=== WHAT YOU HAVE TO DO ===
Your answer should hold each line of the material that contains the word "nowrap".

=== SOURCE INFORMATION ===
........
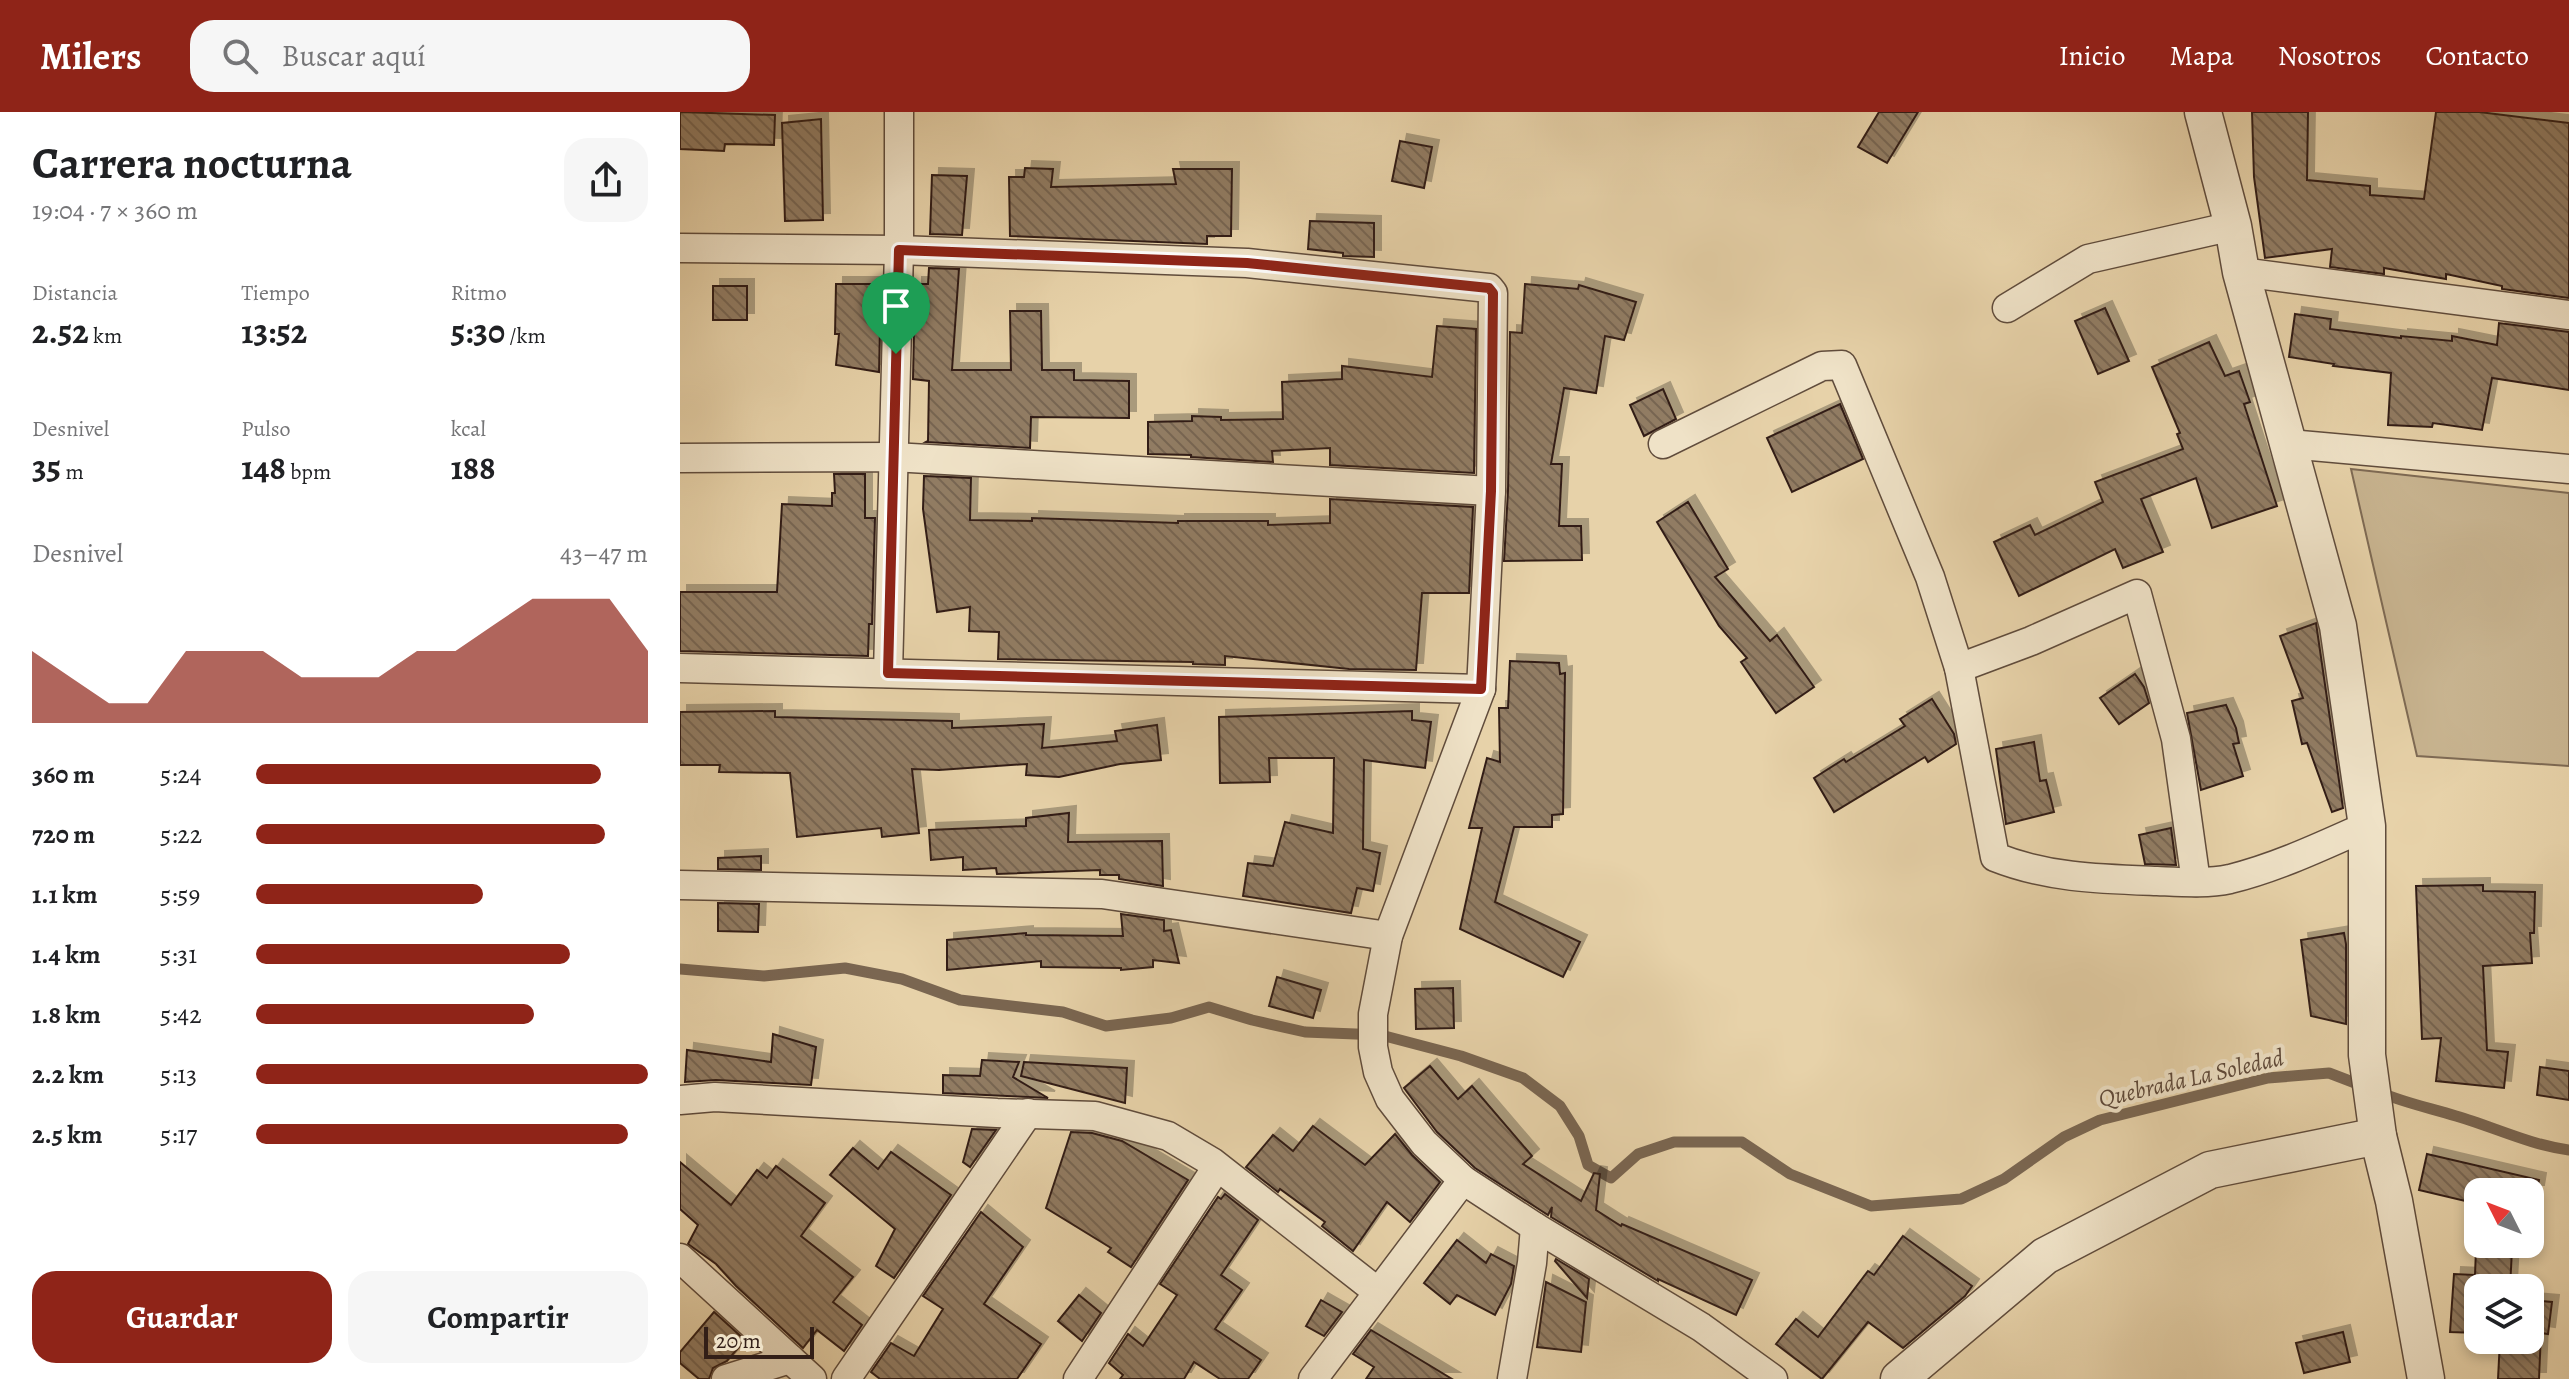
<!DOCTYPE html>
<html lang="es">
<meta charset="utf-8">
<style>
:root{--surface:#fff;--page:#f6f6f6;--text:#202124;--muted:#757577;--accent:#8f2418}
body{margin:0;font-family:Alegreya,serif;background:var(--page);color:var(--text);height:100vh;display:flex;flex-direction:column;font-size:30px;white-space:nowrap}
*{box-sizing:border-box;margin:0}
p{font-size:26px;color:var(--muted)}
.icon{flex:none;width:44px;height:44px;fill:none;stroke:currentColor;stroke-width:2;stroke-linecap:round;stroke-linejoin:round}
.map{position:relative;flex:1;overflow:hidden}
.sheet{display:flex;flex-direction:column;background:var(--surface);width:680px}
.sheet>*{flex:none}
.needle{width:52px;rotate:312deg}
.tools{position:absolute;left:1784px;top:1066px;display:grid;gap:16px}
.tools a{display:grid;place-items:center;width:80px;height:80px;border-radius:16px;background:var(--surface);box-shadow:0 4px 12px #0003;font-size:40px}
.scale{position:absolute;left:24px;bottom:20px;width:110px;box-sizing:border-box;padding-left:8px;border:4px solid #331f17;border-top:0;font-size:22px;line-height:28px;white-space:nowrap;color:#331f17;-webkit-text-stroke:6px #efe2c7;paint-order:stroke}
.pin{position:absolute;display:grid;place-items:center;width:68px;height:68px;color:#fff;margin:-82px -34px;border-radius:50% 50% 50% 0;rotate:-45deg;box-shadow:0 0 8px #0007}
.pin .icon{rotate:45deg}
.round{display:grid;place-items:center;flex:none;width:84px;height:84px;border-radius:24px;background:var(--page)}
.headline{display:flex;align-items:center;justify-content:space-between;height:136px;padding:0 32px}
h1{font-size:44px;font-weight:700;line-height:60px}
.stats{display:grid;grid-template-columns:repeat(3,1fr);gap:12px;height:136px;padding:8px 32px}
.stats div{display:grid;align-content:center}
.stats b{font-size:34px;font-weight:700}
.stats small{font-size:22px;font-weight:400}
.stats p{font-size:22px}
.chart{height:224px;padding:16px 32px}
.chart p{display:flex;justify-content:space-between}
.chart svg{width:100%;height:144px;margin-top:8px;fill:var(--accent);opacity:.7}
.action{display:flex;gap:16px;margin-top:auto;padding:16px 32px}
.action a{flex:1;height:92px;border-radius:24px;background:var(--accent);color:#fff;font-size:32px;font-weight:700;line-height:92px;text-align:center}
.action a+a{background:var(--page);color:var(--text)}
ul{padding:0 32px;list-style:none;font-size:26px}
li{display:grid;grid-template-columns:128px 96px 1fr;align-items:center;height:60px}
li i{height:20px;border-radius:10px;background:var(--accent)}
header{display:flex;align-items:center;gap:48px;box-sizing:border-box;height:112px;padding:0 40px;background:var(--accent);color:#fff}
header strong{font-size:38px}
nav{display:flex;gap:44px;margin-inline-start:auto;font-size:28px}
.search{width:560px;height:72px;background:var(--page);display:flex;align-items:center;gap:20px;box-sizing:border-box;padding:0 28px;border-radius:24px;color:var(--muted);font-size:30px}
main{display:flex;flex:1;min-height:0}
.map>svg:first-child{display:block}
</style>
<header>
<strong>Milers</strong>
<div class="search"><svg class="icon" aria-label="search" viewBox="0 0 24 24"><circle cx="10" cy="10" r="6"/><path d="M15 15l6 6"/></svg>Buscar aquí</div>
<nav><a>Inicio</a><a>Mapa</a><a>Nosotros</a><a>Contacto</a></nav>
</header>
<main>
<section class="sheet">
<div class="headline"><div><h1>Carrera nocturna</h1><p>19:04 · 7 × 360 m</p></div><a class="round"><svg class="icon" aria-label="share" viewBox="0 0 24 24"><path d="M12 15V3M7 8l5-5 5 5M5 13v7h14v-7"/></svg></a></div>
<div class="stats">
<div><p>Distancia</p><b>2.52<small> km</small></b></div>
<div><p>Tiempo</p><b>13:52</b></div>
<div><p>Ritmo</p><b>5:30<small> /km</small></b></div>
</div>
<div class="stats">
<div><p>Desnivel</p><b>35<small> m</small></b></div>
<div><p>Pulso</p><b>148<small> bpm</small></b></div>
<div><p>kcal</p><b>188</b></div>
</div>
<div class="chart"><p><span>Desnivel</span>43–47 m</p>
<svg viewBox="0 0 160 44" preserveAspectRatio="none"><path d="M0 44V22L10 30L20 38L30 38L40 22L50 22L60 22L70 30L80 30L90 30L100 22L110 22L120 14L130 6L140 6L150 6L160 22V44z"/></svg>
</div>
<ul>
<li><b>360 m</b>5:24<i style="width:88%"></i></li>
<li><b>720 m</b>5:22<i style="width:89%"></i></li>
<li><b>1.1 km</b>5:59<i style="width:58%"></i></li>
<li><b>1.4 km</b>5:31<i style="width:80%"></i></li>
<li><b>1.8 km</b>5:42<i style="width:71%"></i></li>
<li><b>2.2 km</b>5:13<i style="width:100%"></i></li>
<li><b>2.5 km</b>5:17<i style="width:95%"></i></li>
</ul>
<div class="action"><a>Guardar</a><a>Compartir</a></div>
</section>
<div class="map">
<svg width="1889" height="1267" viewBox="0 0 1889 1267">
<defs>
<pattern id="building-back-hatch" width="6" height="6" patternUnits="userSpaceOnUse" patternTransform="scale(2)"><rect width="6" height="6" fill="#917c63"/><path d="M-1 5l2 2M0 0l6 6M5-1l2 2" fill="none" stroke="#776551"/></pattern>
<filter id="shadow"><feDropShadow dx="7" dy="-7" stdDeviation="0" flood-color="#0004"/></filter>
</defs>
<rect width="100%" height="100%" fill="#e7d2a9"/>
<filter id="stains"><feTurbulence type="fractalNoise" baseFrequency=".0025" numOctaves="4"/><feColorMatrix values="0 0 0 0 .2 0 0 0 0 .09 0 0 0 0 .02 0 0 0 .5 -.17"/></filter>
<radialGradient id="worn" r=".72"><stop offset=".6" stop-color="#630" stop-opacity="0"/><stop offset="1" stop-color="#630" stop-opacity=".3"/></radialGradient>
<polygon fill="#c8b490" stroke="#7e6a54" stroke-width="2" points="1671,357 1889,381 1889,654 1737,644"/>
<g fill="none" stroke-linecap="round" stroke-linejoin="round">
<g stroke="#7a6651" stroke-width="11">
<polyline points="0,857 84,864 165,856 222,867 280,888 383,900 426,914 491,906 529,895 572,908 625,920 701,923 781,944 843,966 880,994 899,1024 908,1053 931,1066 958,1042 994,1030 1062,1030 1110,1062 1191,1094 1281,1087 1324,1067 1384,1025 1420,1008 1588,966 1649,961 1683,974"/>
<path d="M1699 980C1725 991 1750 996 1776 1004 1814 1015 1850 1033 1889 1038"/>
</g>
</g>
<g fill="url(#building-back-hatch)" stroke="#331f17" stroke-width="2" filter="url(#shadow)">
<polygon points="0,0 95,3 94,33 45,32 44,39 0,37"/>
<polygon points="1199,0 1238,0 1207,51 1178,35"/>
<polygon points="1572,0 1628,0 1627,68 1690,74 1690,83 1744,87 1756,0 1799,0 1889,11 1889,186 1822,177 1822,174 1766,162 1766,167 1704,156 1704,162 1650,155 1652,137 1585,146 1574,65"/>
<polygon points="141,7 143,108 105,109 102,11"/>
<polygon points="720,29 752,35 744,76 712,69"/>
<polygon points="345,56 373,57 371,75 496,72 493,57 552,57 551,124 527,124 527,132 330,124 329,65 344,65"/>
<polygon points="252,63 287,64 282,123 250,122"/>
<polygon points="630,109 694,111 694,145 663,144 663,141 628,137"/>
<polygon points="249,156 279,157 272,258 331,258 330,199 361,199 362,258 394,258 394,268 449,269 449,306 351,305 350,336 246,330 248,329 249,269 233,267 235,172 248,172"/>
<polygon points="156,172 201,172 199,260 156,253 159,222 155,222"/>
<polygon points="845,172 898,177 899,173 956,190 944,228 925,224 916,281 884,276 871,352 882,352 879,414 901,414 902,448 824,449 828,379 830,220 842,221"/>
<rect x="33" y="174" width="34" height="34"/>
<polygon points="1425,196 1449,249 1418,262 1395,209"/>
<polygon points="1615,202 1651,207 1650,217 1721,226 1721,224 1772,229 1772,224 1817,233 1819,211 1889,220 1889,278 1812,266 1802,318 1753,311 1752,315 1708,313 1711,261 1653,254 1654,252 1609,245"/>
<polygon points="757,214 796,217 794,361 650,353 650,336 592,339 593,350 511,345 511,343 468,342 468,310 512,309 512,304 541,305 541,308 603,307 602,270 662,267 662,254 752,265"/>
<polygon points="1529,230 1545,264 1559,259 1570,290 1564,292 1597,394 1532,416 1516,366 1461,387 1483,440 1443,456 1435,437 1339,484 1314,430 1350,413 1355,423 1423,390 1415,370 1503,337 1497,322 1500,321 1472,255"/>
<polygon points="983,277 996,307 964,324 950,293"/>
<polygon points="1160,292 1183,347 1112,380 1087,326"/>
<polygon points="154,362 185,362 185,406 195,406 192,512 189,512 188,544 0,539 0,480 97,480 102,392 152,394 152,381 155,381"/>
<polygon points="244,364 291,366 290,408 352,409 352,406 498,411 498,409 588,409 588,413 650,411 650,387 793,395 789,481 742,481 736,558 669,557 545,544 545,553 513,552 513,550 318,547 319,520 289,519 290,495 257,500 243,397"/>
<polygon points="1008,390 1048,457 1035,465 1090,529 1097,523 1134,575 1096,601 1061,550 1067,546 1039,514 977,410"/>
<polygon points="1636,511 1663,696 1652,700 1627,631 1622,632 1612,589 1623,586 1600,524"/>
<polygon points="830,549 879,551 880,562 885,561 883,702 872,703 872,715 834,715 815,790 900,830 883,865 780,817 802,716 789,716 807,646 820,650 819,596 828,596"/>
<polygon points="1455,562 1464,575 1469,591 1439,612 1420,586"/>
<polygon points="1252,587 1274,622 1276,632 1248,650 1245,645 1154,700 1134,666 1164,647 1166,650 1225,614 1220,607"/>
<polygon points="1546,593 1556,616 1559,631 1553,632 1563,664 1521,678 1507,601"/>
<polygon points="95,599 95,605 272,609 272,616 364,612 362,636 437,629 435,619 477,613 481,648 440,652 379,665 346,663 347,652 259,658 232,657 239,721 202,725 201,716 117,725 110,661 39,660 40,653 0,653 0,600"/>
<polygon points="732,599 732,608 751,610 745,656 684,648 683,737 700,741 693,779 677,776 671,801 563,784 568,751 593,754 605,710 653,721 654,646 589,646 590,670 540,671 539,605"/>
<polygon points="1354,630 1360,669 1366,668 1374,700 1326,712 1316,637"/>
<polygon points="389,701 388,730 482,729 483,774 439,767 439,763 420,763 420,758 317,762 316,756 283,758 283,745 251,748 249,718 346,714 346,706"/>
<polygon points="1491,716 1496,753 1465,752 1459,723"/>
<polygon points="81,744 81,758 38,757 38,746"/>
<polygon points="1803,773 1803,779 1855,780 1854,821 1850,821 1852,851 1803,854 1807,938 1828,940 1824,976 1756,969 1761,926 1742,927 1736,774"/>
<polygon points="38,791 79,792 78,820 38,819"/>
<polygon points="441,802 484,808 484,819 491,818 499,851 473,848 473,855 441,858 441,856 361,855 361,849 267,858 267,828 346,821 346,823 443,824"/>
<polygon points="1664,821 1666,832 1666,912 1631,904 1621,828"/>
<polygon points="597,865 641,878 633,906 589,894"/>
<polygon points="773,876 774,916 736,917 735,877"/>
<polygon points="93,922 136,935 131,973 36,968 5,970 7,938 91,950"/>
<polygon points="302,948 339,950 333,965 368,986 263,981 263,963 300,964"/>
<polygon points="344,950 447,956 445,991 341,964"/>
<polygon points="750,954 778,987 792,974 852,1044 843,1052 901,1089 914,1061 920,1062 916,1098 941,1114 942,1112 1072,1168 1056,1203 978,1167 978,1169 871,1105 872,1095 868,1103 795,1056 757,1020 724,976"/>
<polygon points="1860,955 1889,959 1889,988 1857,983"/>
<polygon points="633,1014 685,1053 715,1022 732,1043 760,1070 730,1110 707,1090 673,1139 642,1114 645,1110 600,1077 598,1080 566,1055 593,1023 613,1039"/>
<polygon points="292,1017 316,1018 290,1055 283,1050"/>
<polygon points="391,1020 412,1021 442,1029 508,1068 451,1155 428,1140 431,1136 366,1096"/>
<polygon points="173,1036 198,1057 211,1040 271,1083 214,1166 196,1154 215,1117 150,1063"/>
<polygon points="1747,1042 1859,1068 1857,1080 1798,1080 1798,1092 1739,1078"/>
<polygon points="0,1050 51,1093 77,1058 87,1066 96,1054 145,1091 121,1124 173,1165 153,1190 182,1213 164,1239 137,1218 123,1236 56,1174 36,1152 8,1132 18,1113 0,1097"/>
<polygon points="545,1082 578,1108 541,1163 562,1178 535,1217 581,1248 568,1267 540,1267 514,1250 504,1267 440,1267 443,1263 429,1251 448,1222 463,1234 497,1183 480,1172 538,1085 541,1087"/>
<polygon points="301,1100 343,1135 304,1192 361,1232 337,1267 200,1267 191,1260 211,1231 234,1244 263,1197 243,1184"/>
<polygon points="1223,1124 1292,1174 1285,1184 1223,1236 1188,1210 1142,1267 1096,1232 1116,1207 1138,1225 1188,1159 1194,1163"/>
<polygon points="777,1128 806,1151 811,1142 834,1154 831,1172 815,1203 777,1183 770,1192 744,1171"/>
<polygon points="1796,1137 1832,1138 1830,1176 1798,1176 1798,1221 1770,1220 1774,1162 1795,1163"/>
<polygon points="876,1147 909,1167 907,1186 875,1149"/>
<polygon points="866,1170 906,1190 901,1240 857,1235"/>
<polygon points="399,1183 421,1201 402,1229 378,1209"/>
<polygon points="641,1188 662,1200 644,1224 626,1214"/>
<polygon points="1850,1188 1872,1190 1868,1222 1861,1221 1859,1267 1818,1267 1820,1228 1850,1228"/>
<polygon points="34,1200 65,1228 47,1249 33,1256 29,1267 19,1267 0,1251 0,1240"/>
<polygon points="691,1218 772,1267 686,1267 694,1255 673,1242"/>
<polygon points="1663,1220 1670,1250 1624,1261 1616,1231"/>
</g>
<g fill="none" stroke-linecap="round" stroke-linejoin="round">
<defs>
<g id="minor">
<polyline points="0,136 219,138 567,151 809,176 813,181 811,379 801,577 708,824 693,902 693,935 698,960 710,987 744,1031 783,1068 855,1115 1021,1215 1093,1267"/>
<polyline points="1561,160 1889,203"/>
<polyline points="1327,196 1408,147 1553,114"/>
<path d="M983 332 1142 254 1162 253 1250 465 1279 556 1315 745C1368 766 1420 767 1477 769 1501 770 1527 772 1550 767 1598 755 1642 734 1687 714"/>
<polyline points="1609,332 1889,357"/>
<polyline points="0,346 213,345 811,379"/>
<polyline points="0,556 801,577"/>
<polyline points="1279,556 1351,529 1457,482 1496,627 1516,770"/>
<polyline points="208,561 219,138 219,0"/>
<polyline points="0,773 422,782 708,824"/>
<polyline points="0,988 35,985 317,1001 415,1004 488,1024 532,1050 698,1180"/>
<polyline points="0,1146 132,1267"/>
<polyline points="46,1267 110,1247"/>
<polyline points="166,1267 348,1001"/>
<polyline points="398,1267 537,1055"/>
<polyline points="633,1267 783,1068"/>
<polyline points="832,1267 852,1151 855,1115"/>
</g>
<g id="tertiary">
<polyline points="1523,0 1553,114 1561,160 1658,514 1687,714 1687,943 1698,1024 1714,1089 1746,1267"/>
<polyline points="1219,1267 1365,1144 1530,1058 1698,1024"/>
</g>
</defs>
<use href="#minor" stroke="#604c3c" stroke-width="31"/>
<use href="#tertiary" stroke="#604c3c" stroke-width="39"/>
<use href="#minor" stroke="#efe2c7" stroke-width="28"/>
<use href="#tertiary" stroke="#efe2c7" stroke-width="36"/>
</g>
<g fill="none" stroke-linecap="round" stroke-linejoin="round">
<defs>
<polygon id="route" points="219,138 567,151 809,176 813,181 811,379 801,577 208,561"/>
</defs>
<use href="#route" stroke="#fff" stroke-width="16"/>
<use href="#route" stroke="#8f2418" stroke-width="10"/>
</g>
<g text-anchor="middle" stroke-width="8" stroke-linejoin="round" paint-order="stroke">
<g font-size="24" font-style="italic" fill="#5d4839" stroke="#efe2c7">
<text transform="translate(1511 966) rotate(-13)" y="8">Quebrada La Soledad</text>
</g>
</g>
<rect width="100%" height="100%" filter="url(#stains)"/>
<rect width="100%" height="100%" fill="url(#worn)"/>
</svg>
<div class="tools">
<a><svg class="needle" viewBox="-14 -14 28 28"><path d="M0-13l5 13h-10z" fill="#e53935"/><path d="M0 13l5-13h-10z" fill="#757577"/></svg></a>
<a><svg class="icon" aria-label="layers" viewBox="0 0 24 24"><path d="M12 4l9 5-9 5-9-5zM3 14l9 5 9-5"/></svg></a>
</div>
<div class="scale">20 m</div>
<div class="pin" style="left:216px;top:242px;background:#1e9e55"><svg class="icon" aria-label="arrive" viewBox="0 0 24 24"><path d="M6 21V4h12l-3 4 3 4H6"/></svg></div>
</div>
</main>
........
=== EXERCISE ANSWER ===
body{margin:0;font-family:Alegreya,serif;background:var(--page);color:var(--text);height:100vh;display:flex;flex-direction:column;font-size:30px;white-space:nowrap}
.scale{position:absolute;left:24px;bottom:20px;width:110px;box-sizing:border-box;padding-left:8px;border:4px solid #331f17;border-top:0;font-size:22px;line-height:28px;white-space:nowrap;color:#331f17;-webkit-text-stroke:6px #efe2c7;paint-order:stroke}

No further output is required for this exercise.